### Data for processing
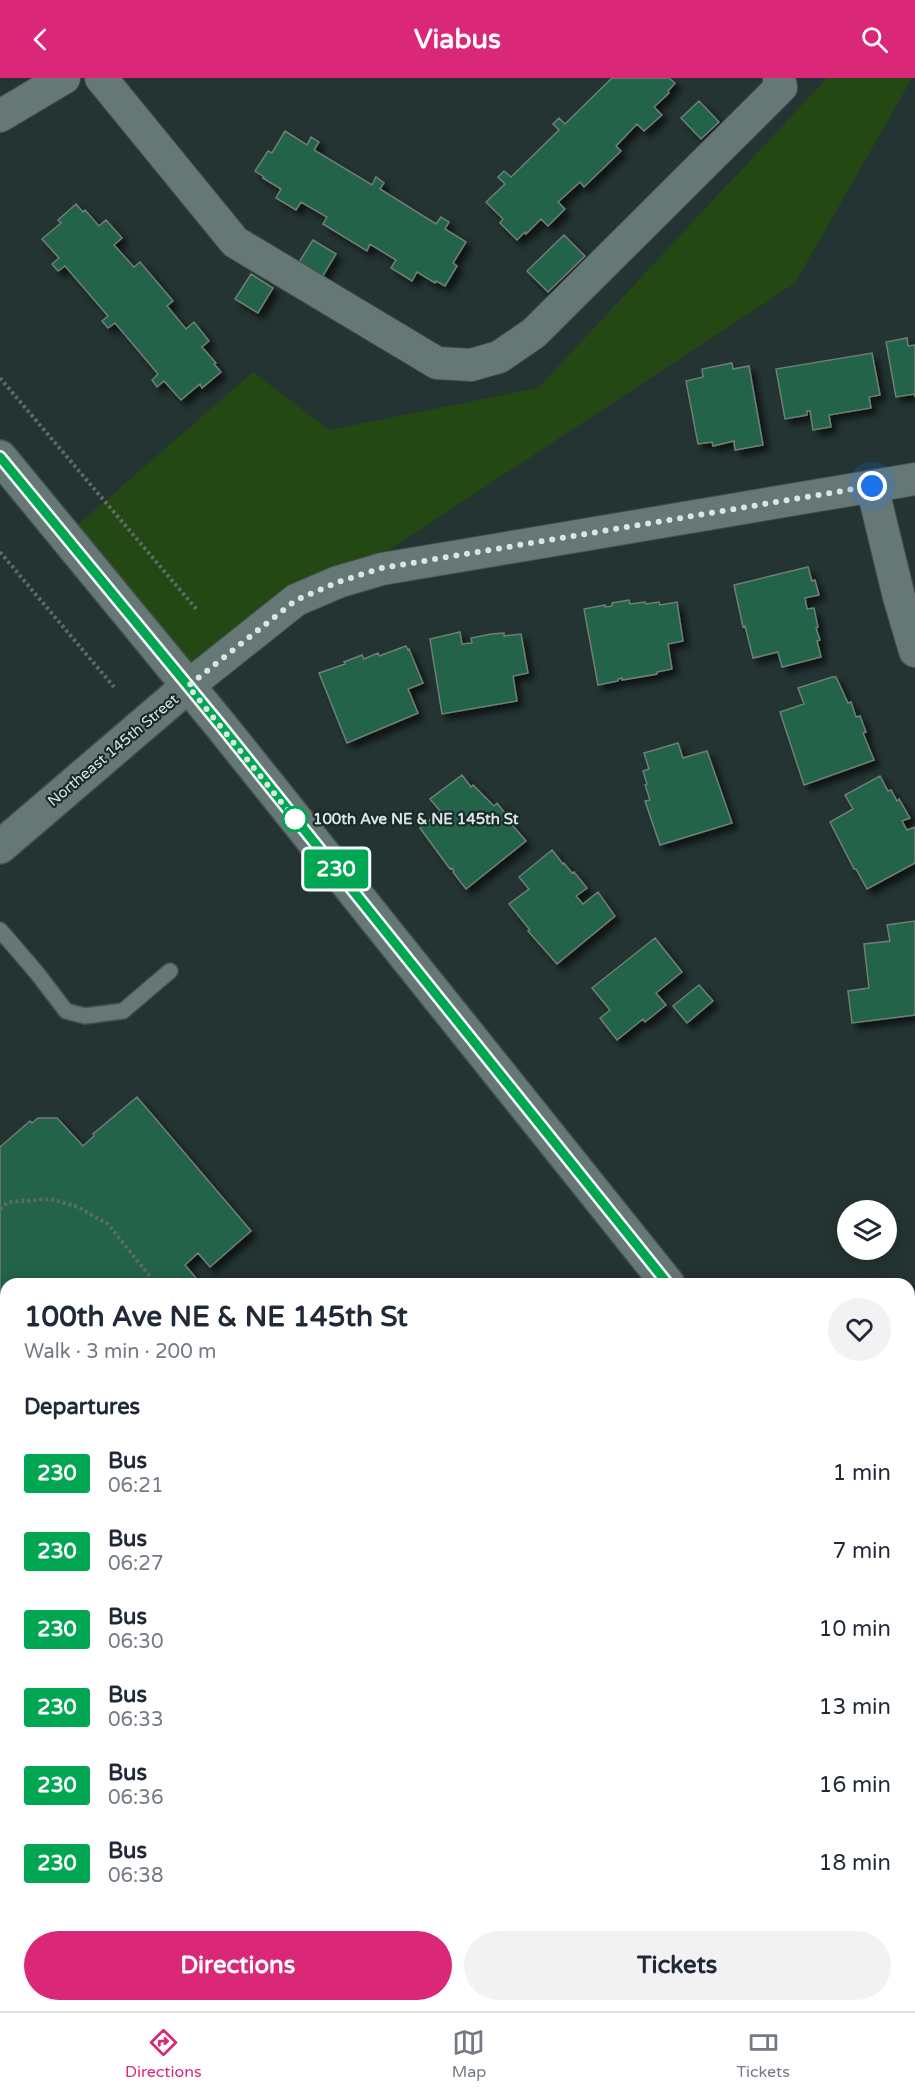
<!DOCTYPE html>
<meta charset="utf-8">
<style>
body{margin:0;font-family:"Varela Round",sans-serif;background:#f2f2f3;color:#1f2937;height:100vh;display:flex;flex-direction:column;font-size:22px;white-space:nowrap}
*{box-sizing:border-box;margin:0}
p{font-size:20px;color:#747a83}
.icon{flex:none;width:33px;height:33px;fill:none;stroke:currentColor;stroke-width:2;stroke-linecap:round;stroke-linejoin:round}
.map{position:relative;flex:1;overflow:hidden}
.side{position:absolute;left:0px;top:1200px;width:915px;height:734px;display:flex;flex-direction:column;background:#fff;border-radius:18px 18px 0 0;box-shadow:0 3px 15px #0003}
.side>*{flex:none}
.badge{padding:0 12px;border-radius:4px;font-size:21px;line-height:39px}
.buttons{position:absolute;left:837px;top:1122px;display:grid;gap:12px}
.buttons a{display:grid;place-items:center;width:60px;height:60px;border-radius:50%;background:#fff;box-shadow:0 3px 15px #0003;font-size:30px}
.you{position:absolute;width:30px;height:30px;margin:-15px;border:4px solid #fff;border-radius:50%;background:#1a73e8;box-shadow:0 0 0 9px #1a73e833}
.map>.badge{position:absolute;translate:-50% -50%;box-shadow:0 0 0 3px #fff}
h2{padding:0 24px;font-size:22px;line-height:54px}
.round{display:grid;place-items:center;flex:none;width:63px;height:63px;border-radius:32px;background:#f2f2f3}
.head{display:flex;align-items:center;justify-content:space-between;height:102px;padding:0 24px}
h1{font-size:28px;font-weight:800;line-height:45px}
.action{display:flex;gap:12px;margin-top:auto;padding:12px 24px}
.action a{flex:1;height:69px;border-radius:36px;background:#db2777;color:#fff;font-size:24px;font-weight:800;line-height:69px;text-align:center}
.action a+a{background:#f2f2f3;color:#1f2937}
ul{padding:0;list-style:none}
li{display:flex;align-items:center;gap:18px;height:78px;padding:0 24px}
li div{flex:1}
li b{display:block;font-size:22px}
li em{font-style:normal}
li .badge{min-width:66px;font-weight:700;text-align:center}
header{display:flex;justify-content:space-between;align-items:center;height:78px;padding:0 24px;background:#db2777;color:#fff;font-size:27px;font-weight:800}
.menu{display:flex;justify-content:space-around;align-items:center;height:84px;border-top:2px solid #e0e1e3;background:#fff;font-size:16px;color:#747a83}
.menu a{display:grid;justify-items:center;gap:3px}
.menu .selected{color:#db2777}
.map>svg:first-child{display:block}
</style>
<header><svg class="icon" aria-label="back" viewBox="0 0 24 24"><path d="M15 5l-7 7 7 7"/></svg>Viabus<svg class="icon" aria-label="search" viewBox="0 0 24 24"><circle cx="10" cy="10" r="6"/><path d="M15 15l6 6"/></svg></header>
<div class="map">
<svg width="915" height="1933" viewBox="0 0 915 1933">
<defs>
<filter id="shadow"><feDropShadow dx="5.5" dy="5.5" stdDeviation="3" flood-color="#0009"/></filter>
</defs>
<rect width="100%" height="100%" fill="#243433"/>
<!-- green -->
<path fill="#244814" d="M827 0H912L795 205 188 604 64 459 253 294 329 352 538 310Z
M0 1419 6 1421V1704L0 1697Z
M915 1850V1933H813L820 1928H909V1855Z"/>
<!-- building -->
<path fill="#21634a" stroke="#6f7e76" stroke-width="1.5" filter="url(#shadow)" d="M612 0H669L675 5 668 13 669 15 654 29 662 37 644 53 637 46 616 68 621 73 584 109 580 104 558 124 565 131 548 148 541 141 526 156 525 154 517 162 500 145 503 141 486 124 505 106 498 99 504 93 511 99 559 52 553 46 559 40 565 46Z
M699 23 719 44 701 61 681 40Z
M285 53 307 67 311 59 319 64 314 72 372 107 376 99 384 105 380 111 436 146 441 139 449 144 445 151 466 164 453 185 457 188 445 208 436 203 435 205 417 194 412 203 391 190 396 182 370 166 367 173 323 146 327 139 301 124 296 132 276 120 281 111 263 100 264 99 255 93 268 73 272 75Z
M76 126 83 134 85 132 99 148 106 142 122 160 114 167 134 189 140 184 173 223 167 228 186 251 194 244 209 263 202 269 216 285 214 286 221 294 202 310 200 306 181 322 164 303 157 309 152 302 158 296 115 245 108 250 102 243 108 238 65 188 58 193 52 186 59 180 42 161 61 145 58 142Z
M564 157 585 178 548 214 527 193Z
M313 162 336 176 321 201 298 186Z
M251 196 273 210 258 235 235 221Z
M907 260 908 268 915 267V319L914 316 896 319 886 264Z
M872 275 880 317 869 319 871 330 829 337 831 349 813 352 810 333H807V337L785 341 776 291Z
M732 285 733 291 749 288 763 367 735 372 734 363 713 368 712 364 698 366 686 303 703 299 702 291Z
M808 489 812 503 815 502 819 517 805 520 807 531 814 530 818 549 816 550 820 562 817 563 821 579 782 589 778 574 753 580 745 548 743 549 734 507Z
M629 522 630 526 645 524 646 526 659 524 660 527 677 524 683 563 668 566 672 591 657 594V596L622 602V600L618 601V603L598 607 584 531 605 527V529L612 528V525Z
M460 554 462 566 472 565 471 560 491 556 504 555V558L521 556 528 595 513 598 517 623 442 636 430 561Z
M406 568 408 572 409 571 423 605 408 611 418 635 347 665 319 595 345 586 344 584 362 577 364 581 378 575 379 578Z
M832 599H836L848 625 851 624 856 639 860 638 866 654 863 655 874 682 804 707 780 634 804 626 798 610Z
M678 665 683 680 707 673 732 745 660 767 645 723 650 722 645 707 647 706 643 693 649 691 644 675Z
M462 697 471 709 473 707 494 728 497 725 509 740 507 741 526 763 466 811 453 794 454 793 452 790 450 791 420 750 440 733 430 721Z
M880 698 888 713 891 712 897 723 899 721 910 740 902 743 907 752 915 749V785L867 811 856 791H854L830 744 853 731 845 717Z
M552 772 563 786 564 785 572 795 574 794 587 810 576 818 583 826 598 814 615 838 557 886 528 853 530 852 509 826 529 811 519 799Z
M915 843V937L852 945 848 913 869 910 864 866 890 863 887 847Z
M655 860 682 894 656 915 666 927 645 944 643 941 617 962 600 940 610 932 592 910Z
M699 907 713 923 687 945 673 928Z
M137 1019 251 1153 210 1189 198 1175 185 1187 196 1200 189 1206H6V1380L0 1373V1069L30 1043 32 1045 38 1040H57L83 1068 94 1058 93 1056Z
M909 1780 915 1788V1800L909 1805Z
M100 1928H170L174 1933H93Z
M669 1928H739L732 1933H674Z"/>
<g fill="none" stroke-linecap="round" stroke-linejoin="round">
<defs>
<path id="service" d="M0 852 37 895 66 933 85 938 123 933 170 893"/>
<path id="minor" d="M101 0 235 164 437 285 471 287 499 279 534 255 781 9 779 0
M0 38 64 0
M872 408 899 519 915 573
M188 608 296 522 338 504 382 491 915 401
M909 1592 915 1587
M407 1933 418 1928"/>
<path id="tertiary" d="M0 769 188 608"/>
<path id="secondary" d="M0 379 222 649 668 1206
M909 1507 915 1515"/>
</defs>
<!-- service casing -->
<use href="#service" stroke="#42504f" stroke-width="18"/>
<!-- minor casing -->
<use href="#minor" stroke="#42504f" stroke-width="34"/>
<!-- tertiary casing -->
<use href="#tertiary" stroke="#42504f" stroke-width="36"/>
<!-- secondary casing -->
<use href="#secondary" stroke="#42504f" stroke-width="36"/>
<!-- path -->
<path stroke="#5c6a69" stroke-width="4" stroke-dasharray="3 3" stroke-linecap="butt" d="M0 300 198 533
M0 474 114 609
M0 1131 8 1124 51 1121 78 1129 108 1146 156 1206
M0 1313 6 1320"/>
<!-- service -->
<use href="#service" stroke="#667876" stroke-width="15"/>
<!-- minor -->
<use href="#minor" stroke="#667876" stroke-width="32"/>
<!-- tertiary -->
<use href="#tertiary" stroke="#667876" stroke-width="33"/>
<!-- secondary -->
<use href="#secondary" stroke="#667876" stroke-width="33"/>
</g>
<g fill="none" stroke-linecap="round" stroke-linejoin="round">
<defs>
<path id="line" d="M0 379 222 649 668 1206"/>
</defs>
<!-- line casing -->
<use href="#line" stroke="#fff" stroke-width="14"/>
<!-- line -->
<use href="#line" stroke="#00a651" stroke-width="9"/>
<!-- walk -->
<path stroke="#dbe5e4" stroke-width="6" stroke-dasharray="0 10.8" d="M295 741 298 745 188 608 296 522 338 504 382 490 872 408"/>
</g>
<!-- markers -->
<circle fill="#fff" stroke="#00a651" stroke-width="3" cx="295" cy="741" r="12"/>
<g text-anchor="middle" stroke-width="4.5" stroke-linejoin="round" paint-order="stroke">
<!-- street labels -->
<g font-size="15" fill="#dbe5e4" stroke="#1a2a29">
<text transform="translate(113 672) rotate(-40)" y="5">Northeast 145th Street</text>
</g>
<!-- stop labels -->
<g font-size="15" font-weight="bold" fill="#dbe5e4" stroke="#1a2a29" text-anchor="start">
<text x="313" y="746">100th Ave NE &amp; NE 145th St</text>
</g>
</g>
</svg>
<div class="buttons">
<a><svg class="icon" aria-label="layers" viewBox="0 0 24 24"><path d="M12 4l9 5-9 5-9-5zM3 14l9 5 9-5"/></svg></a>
</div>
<div class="you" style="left:872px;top:408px"></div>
<b class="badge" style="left:336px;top:791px;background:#00a651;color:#fff">230</b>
<section class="side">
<div class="head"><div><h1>100th Ave NE &amp; NE 145th St</h1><p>Walk · 3 min · 200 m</p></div><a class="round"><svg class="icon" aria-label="heart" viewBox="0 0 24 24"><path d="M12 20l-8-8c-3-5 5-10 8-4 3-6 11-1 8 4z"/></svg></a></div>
<h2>Departures</h2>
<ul>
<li><span class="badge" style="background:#00a651;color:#fff">230</span><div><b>Bus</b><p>06:21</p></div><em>1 min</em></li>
<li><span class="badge" style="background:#00a651;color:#fff">230</span><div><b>Bus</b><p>06:27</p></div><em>7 min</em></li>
<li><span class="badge" style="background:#00a651;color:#fff">230</span><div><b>Bus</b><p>06:30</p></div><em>10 min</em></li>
<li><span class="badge" style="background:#00a651;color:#fff">230</span><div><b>Bus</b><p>06:33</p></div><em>13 min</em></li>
<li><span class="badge" style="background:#00a651;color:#fff">230</span><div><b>Bus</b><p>06:36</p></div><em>16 min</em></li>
<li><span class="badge" style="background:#00a651;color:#fff">230</span><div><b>Bus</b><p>06:38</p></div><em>18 min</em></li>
</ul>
<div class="action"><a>Directions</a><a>Tickets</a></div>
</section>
</div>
<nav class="menu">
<a class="selected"><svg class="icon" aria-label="directions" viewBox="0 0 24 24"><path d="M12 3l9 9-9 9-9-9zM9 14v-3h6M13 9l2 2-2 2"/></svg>Directions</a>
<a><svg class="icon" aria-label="map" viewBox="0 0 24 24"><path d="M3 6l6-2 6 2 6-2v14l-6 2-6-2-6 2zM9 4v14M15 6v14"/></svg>Map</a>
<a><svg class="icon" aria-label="tickets" viewBox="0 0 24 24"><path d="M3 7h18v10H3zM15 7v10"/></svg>Tickets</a>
</nav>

### Problem description
Copy each line holding "solid" from the material above.

### Task response
.you{position:absolute;width:30px;height:30px;margin:-15px;border:4px solid #fff;border-radius:50%;background:#1a73e8;box-shadow:0 0 0 9px #1a73e833}
.menu{display:flex;justify-content:space-around;align-items:center;height:84px;border-top:2px solid #e0e1e3;background:#fff;font-size:16px;color:#747a83}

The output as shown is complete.